Souvenirs d’un enfant de Paris, vol. 1/Troisième partie/XV


XV

LES CARCASSIERS


Ce serait une erreur de croire que Théophile Gautier méprisât le mélodrame et le vaudeville, ou même le roman-feuilleton. Non seulement sa critique libérale créditait chacun de ces genres de sa valeur propre, mais encore il ne trouvait indigne de personne de s’y essayer, pas plus qu’au journalisme d’ailleurs. On ignore assez généralement qu’il en donna le triple exemple.

Le Vaudeville qu’il écrivit avec Siraudin avait pour titre : Un Voyage en Espagne, et il fut représenté aux Variétés le 20 septembre 1843. C’était ce qu’on appelait alors une « arnalerie », du nom du comédien célèbre pour qui travaillaient à l’envi les hommes d’esprit du boulevard. Il est à présumer que la publication de Tra los montes, qui est de la même année, inspira au directeur l’idée de tirer parti à la scène de la réussite du livre en librairie. Toujours est-il que cette excursion dans le domaine de Scribe ne paraît avoir été ni heureuse ni fructueuse pour le poète.

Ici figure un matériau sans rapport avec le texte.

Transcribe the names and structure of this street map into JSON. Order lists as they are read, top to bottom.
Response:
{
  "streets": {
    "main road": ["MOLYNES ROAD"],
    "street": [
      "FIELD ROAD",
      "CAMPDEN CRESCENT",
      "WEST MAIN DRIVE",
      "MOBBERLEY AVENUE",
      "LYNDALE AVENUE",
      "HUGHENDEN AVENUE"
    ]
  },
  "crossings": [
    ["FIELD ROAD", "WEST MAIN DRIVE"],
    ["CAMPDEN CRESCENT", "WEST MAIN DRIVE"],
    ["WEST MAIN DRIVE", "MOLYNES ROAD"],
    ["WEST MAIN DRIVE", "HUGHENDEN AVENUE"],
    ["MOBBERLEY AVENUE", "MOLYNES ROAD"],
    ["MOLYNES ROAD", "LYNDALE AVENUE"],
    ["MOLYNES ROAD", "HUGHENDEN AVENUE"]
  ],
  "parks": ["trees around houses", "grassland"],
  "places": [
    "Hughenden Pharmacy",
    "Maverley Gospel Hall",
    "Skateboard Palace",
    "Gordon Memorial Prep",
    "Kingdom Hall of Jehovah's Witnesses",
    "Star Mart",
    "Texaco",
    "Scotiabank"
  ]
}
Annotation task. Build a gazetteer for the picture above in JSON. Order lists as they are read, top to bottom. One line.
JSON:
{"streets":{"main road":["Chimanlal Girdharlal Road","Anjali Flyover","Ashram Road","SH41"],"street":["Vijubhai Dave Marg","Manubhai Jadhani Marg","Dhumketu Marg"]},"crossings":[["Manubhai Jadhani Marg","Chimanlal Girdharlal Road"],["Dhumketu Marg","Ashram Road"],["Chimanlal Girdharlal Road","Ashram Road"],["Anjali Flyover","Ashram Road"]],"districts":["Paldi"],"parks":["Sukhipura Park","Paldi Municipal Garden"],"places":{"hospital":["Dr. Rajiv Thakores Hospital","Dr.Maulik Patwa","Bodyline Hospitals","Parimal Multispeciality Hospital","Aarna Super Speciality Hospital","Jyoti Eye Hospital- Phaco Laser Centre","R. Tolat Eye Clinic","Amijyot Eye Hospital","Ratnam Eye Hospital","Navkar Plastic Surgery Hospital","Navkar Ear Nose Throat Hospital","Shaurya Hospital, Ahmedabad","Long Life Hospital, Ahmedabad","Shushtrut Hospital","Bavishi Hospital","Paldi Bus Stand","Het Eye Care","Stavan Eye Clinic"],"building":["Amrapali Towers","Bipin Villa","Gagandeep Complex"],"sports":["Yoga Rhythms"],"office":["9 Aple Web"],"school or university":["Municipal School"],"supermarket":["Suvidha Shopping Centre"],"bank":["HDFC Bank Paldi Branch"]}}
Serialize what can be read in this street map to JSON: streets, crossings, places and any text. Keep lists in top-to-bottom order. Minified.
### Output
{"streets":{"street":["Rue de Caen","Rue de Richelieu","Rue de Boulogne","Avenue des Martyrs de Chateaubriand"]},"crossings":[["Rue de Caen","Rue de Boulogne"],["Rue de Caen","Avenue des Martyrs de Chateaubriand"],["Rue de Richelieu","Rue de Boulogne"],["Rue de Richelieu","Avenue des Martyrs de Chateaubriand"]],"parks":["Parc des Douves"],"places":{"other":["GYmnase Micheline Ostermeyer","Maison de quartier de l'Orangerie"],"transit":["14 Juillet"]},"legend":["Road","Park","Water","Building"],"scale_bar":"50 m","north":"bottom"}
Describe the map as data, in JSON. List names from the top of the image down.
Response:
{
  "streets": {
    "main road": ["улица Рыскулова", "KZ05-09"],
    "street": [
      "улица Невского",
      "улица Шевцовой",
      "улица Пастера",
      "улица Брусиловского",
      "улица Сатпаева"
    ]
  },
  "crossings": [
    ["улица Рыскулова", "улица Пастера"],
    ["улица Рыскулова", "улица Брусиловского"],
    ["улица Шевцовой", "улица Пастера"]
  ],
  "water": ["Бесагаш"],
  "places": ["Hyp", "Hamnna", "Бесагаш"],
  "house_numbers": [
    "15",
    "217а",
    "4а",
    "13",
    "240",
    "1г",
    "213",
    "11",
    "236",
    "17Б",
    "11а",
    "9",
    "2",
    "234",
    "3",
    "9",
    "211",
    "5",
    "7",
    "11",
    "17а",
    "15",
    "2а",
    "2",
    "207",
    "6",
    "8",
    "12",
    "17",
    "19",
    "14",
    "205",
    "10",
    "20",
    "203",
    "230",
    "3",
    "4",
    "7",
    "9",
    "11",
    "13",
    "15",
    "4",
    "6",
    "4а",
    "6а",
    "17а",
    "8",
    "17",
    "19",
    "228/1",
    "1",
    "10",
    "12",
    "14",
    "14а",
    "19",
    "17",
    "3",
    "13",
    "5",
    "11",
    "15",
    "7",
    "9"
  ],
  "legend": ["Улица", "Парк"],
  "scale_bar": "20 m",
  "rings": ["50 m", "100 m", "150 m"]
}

Arnal y représentait le personnage de certain Reniflard, sorte de Perrichon avant la lettre, qui après fortune faite dans le commerce se payait un voyage instructif et pittoresque au pays de Gil Blas. Il n’y rencontrait, cela va sans dire, que des déboires, incarnés par force brigands de villes et de montagnes, et rentrait, tout à fait déçu du Cid et des manolas, dans sa bonne rue du Sentier.

Au dénouement, le gouvernement de Madrid, honteux des mésaventures de Reniflard, son hôte, lui faisait offrir, à titre de dédommagement, une liasse de papiers de rentes sur la Banque Nationale d’Espagne.

— Le roi est trop aimable, disait Arnal, remerciez-le bien de ma part, mais j’aime mieux une simple feuille de papier à cigarette, j’y gagne !

Un Voyage en Espagne n’a pas été publié dans le « Théâtre » de Théophile Gautier, et on ne le trouve, quand on le trouve, qu’en brochure dans l’édition in-8 à deux colonnes de Tresse. Ceci pour les gautiéristes, fervents des princeps du maître.

Il en va de même pour La Juive de Constantine, mélodrame en cinq actes, que la Porte-Saint-Martin offrit à sa clientèle le 16 novembre 1846. Théophile Gautier y avait pour collaborateur Noël Parfait, son compagnon de route en Algérie. Voici comment il en conte la genèse dans le feuilleton de La Presse où il en rendit compte lui-même à titre de critique :

« Il existait à Constantine, dans le cimetière juif, deux ou trois tombes vides, bien qu’elles portassent des épitaphes. Ces tombes étaient celles de jeunes filles israélites, parfaitement vivantes, mais qui avaient eu la faiblesse d’écouter les suggestions amoureuses des chrétiens. Pour cette faute, la tribu les avait rejetées de son sein et frappées de mort civile, en leur faisant subir de fausses funérailles.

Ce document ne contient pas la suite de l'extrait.